German: Neurotransmitter
The brain is made up of individual units: nerve cells and glial cells, which form the nervous system. The nervous system receives and interprets information about the internal and external environment of the body (Sensory System), makes decisions about this information (Integrating System) and organizes and carries out action (Motor System).
The neuron doctrine holds that neurons are the basic signaling units of the nervous system and that each neuron is the discretely bounded cell whose several processes arise from its cell body.
A neuron has four morphologically defined regions:
Synaptic transmission refers to the propagation of nerve impulses from one nerve cell to another. This occurs at a specialized cellular structure known as the synapse, a junction at which the axon of the presynaptic neuron comes into extremely close proximity to a location upon the postsynaptic neuron. The end of a presynaptic axon, where it is juxtaposed to the postsynaptic neuron, is enlarged and forms a structure known as the terminal button. An axon can make contact anywhere along the second neuron: on the dendrites (an axodendritic synapse), the cell body (an axosomatic synapse) or the axon (an axo-axonal synapse). The space between the presynaptic and postsynaptic terminal is known as the synaptic cleft. There are two types of synapses:
Neurotransmitters are chemicals that allow the movement of information from one neuron across the gap between it and the adjacent neuron. The release of neurotransmitters from one area of a neuron and the recognition of the chemicals by a receptor structure on the adjacent neuron typically causes an electrical reaction in the postsynaptic neuron.
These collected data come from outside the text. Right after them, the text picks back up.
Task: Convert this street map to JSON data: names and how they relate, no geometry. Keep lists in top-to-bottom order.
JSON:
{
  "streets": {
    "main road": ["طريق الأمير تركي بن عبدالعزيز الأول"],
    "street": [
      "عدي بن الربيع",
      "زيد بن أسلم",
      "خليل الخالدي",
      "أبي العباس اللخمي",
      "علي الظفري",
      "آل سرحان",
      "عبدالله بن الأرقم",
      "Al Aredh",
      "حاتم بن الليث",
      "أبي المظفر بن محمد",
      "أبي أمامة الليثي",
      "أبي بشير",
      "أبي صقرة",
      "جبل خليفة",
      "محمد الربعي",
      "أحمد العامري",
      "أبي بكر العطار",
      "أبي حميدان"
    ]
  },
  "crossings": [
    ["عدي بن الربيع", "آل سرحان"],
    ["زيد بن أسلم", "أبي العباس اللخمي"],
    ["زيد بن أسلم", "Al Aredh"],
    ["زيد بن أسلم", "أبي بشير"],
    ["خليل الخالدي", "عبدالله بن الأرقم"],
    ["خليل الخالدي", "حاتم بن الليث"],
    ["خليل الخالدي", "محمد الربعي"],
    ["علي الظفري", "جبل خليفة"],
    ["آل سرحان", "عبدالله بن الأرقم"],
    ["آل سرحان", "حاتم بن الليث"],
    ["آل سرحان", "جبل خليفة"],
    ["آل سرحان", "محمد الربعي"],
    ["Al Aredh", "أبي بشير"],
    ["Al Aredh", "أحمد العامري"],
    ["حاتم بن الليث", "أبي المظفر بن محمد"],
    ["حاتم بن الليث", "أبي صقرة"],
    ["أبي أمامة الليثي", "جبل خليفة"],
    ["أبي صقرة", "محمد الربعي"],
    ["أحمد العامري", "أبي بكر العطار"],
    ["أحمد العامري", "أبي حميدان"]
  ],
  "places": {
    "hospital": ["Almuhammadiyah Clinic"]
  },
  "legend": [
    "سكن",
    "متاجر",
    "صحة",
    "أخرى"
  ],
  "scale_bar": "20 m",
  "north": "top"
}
Amino Acids: Some simple amino acids can function as neurotransmitters. For example, glutamate and glycine are both amino acids that are ordinarily used to build proteins. But in some neurons, they can also get packaged into synaptic vesicles for eventual release as neurotransmitters.
Glutamate receptors typically mediate an excitatory response in the postsynaptic neuron. In fact, there are certain types of glutamate receptors that are thought to be involved in the learning process that occurs in our brains. Meanwhile, glycine receptors typically mediate an inhibitory response, for example, in specific areas of the spinal cord.
Monoamines: The term "monoamine" simply indicates an amino acid that has been modified in a specific manner. For example, the amino acid tyrosine gets modified through chemical reactions and is turned into dopamine. Dopamine is a monoamine that acts as a neurotransmitter. When someone has Parkinson's disease, the neurons that produce dopamine in the brain slowly degenerate, and that is a major cause of the loss of motor skills observed as the disease progresses.
Dopamine can also get modified further (in neurons that do not use it as a neurotransmitter) to become epinephrine (also called adrenaline), norepinephrine or serotonin. All of these substances are referred to as "monoamines."
Peptides: A peptide is a short chain of amino acids, not quite long enough to be considered a full-fledged protein. It has been noted that these peptide neurotransmitters can have complex effects on the postsynaptic neuron.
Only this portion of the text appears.